When it comes to the fiduciary rule, advisers are no longer waiting for Godot.

By declining to delay the rule's June 9 implementation date a second time, Secretary of Labor Alexander Acosta dodged potential lawsuits from fiduciary advocates and ensured that an industry which has spent millions to prepare for implementation will finally get on with it.

Yet even then, it's not a total victory for the rule's supporters.

Secretary Acosta's message was carefully tailored to give something to both sides, industry observers say. Sticking with the implementation date pleased supporters, but the secretary ― who is overseeing a review of the regulation ― also nodded to opponents' critiques.

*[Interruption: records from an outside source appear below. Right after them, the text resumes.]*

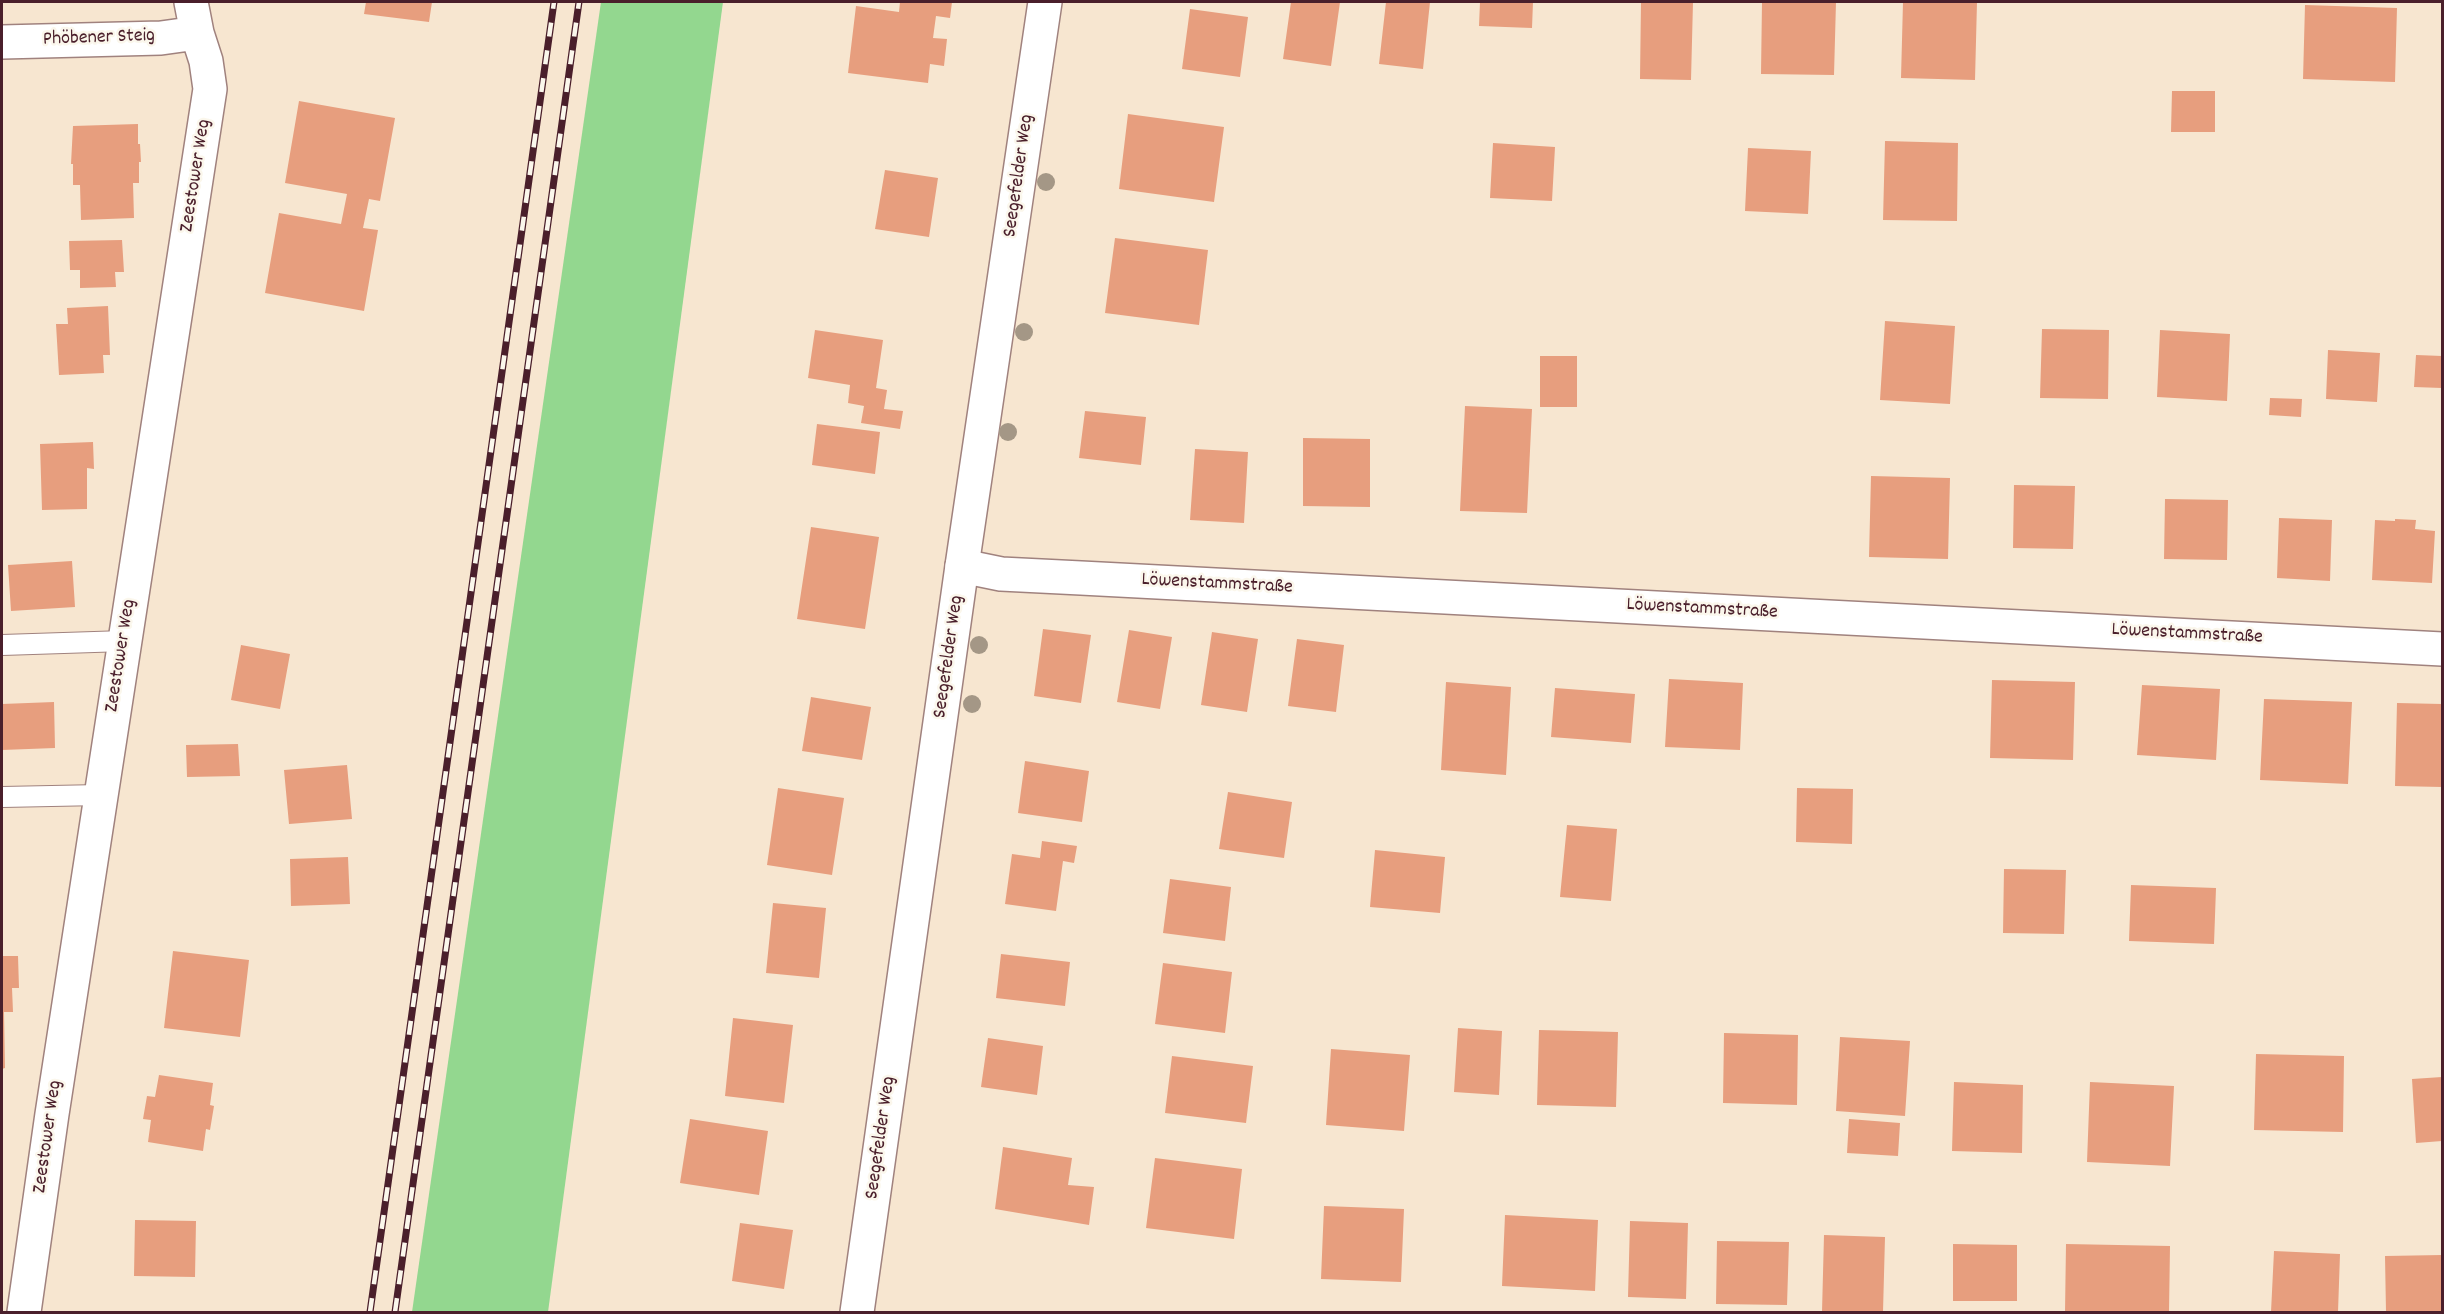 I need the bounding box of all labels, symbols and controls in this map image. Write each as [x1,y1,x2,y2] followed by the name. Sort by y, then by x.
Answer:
[43,25,155,53] street label: Phöbener Steig
[1000,113,1040,239] street label: Seegefelder Weg
[176,118,218,234] street label: Zeestower Weg
[1141,569,1293,601] street label: Löwenstammstraße
[930,594,970,720] street label: Seegefelder Weg
[1626,594,1778,626] street label: Löwenstammstraße
[101,598,143,714] street label: Zeestower Weg
[2111,619,2263,651] street label: Löwenstammstraße
[862,1075,902,1201] street label: Seegefelder Weg
[29,1079,69,1195] street label: Zeestower Weg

"Certainly, it is important to ensure that savers and retirees receive prudent investment advice, but doing so in a way that limits choice and benefits lawyers is not what this administration envisions," he wrote in an opinion article in the Wall Street Journal.

Some industry trade groups, such as SIFMA, took note of Acosta's critical tone.

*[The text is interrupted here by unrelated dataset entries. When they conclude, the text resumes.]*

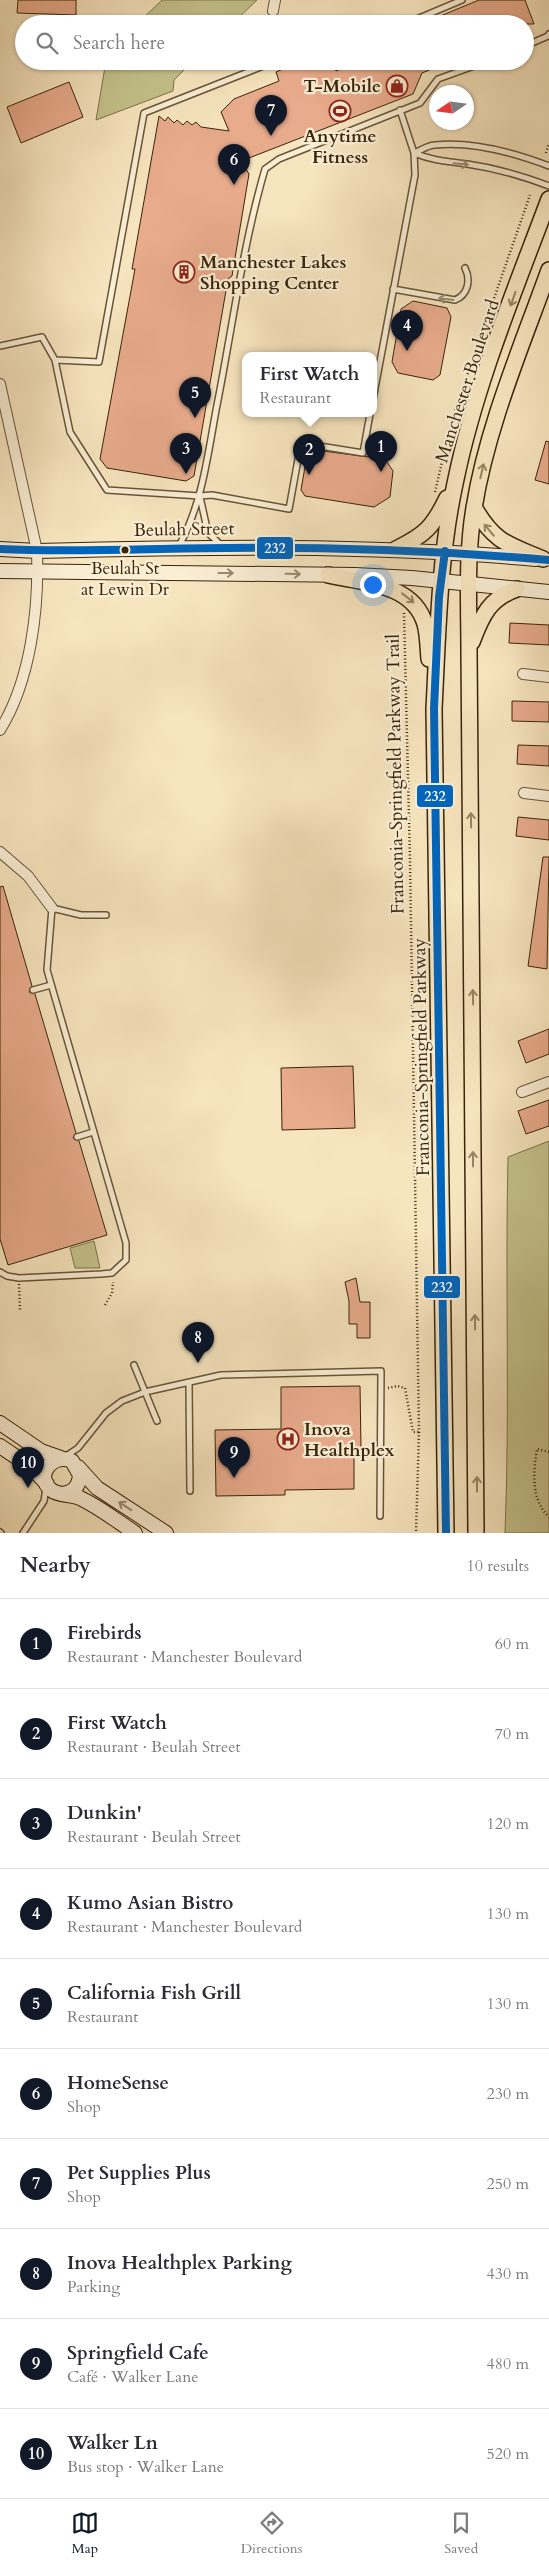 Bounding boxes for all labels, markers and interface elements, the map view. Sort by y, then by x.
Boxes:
search box [15,15,534,70]
icon: search [33,29,61,57]
text: Search here [73,30,165,56]
place label: T-Mobile [303,74,381,99]
shop icon: T-Mobile [385,74,409,98]
north arrow [429,85,474,130]
pin: 7 [255,95,287,136]
sports icon: Anytime Fitness [328,99,352,123]
place label: Anytime Fitness [304,124,377,170]
pin: 6 [218,144,250,185]
one-way arrow [453,159,469,168]
place label: Manchester Lakes Shopping Center [200,250,346,296]
building icon: Manchester Lakes Shopping Center [172,260,196,284]
one-way arrow [508,291,517,306]
one-way arrow [438,294,454,304]
street label: Manchester Boulevard [429,296,506,466]
pin: 4 [391,310,423,351]
popup [242,352,377,417]
text: First Watch [260,361,359,387]
pin: 5 [179,377,211,418]
text: Restaurant [260,387,331,409]
pin: 1 [365,431,397,472]
pin: 3 [170,433,202,474]
pin: 2 [293,434,325,475]
one-way arrow [478,463,487,479]
street label: Beulah Street [133,516,235,543]
one-way arrow [483,523,495,536]
line badge: 232 [256,536,294,560]
text: 232 [264,539,286,558]
marker: Beulah St at Lewin Dr [120,545,130,555]
place label: Beulah St at Lewin Dr [81,557,170,601]
one-way arrow [217,568,233,578]
one-way arrow [285,569,301,579]
your location [360,572,386,598]
one-way arrow [401,592,414,603]
street label: Franconia-Springfield Parkway Trail [381,633,410,914]
line badge: 232 [416,784,454,808]
text: 232 [424,787,446,806]
one-way arrow [466,812,475,828]
street label: Franconia-Springfield Parkway [407,937,436,1176]
one-way arrow [468,989,477,1005]
one-way arrow [468,1152,478,1168]
line badge: 232 [423,1275,461,1299]
text: 232 [431,1278,453,1297]
one-way arrow [470,1314,480,1330]
pin: 8 [182,1322,214,1363]
place label: Inova Healthplex [304,1417,395,1463]
hospital icon: Inova Healthplex [276,1427,300,1451]
pin: 9 [218,1437,250,1478]
pin: 10 [12,1447,44,1488]
one-way arrow [472,1477,482,1493]
one-way arrow [119,1501,133,1511]
text: Nearby [20,1551,91,1580]
text: 10 results [467,1555,529,1577]
text: Firebirds [67,1620,142,1646]
text: 1 [32,1633,40,1655]
text: 60 m [495,1633,529,1655]
text: Restaurant · Manchester Boulevard [67,1646,302,1668]
text: First Watch [67,1710,167,1736]
text: 2 [32,1723,40,1745]
text: 70 m [495,1723,529,1745]
text: Restaurant · Beulah Street [67,1736,240,1758]
text: Dunkin' [67,1800,142,1826]
text: 3 [32,1813,40,1835]
text: 120 m [487,1813,529,1835]
text: Restaurant · Beulah Street [67,1826,240,1848]
text: Kumo Asian Bistro [67,1890,233,1916]
text: 4 [32,1903,40,1925]
text: 130 m [487,1903,529,1925]
text: Restaurant · Manchester Boulevard [67,1916,302,1938]
text: California Fish Grill [67,1980,241,2006]
text: 5 [32,1993,40,2015]
text: 130 m [487,1993,529,2015]
text: Restaurant [67,2006,138,2028]
text: HomeSense [67,2070,169,2096]
text: 6 [32,2083,40,2105]
text: 230 m [487,2083,529,2105]
text: Shop [67,2096,101,2118]
text: Pet Supplies Plus [67,2160,211,2186]
text: 7 [32,2173,40,2195]
text: 250 m [487,2173,529,2195]
text: Shop [67,2186,101,2208]
text: Inova Healthplex Parking [67,2250,292,2276]
text: 8 [32,2263,40,2285]
text: 430 m [487,2263,529,2285]
text: Parking [67,2276,120,2298]
text: Springfield Cafe [67,2340,209,2366]
text: 9 [32,2353,40,2375]
text: 480 m [487,2353,529,2375]
text: Café · Walker Lane [67,2366,199,2388]
text: Walker Ln [67,2430,158,2456]
text: 10 [28,2443,44,2465]
text: 520 m [487,2443,529,2465]
text: Bus stop · Walker Lane [67,2456,224,2478]
tab: Map [71,2509,99,2558]
tab: Directions [241,2509,302,2558]
tab: Saved [444,2509,478,2558]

"While we are disappointed that the Department of Labor has chosen not to further delay the rule until the department has completed a review of the entire rule's impact on investors, we appreciate Secretary Acosta's recognition of the rule's negative impact and his desire to seek public input," SIFMA said in a statement.

(Bloomberg News)
(Bloomberg News)

Attorney Michael Renetzky, co-chair of law firm Locke Lord’s corporate and transactional department, says it appears clear Acosta intentionally left room for further comments and revisions.

"In fact, it appears that he has left the door open to a possible repeal,” Renetzky says. "I take his opinion piece at face value. He seems to have concluded that he doesn’t have a basis to institute further delay. However, he hasn’t actually stepped back from the president’s directive to evaluate opportunity for revision or repeal."

Though some of the rule's provisions go into effect June 9, other aspects such as the best interest contract exemption are not implemented until January 2018. And the Labor Department could still opt to tweak the rule's language, particularly around the BIC, after completing its regulatory review.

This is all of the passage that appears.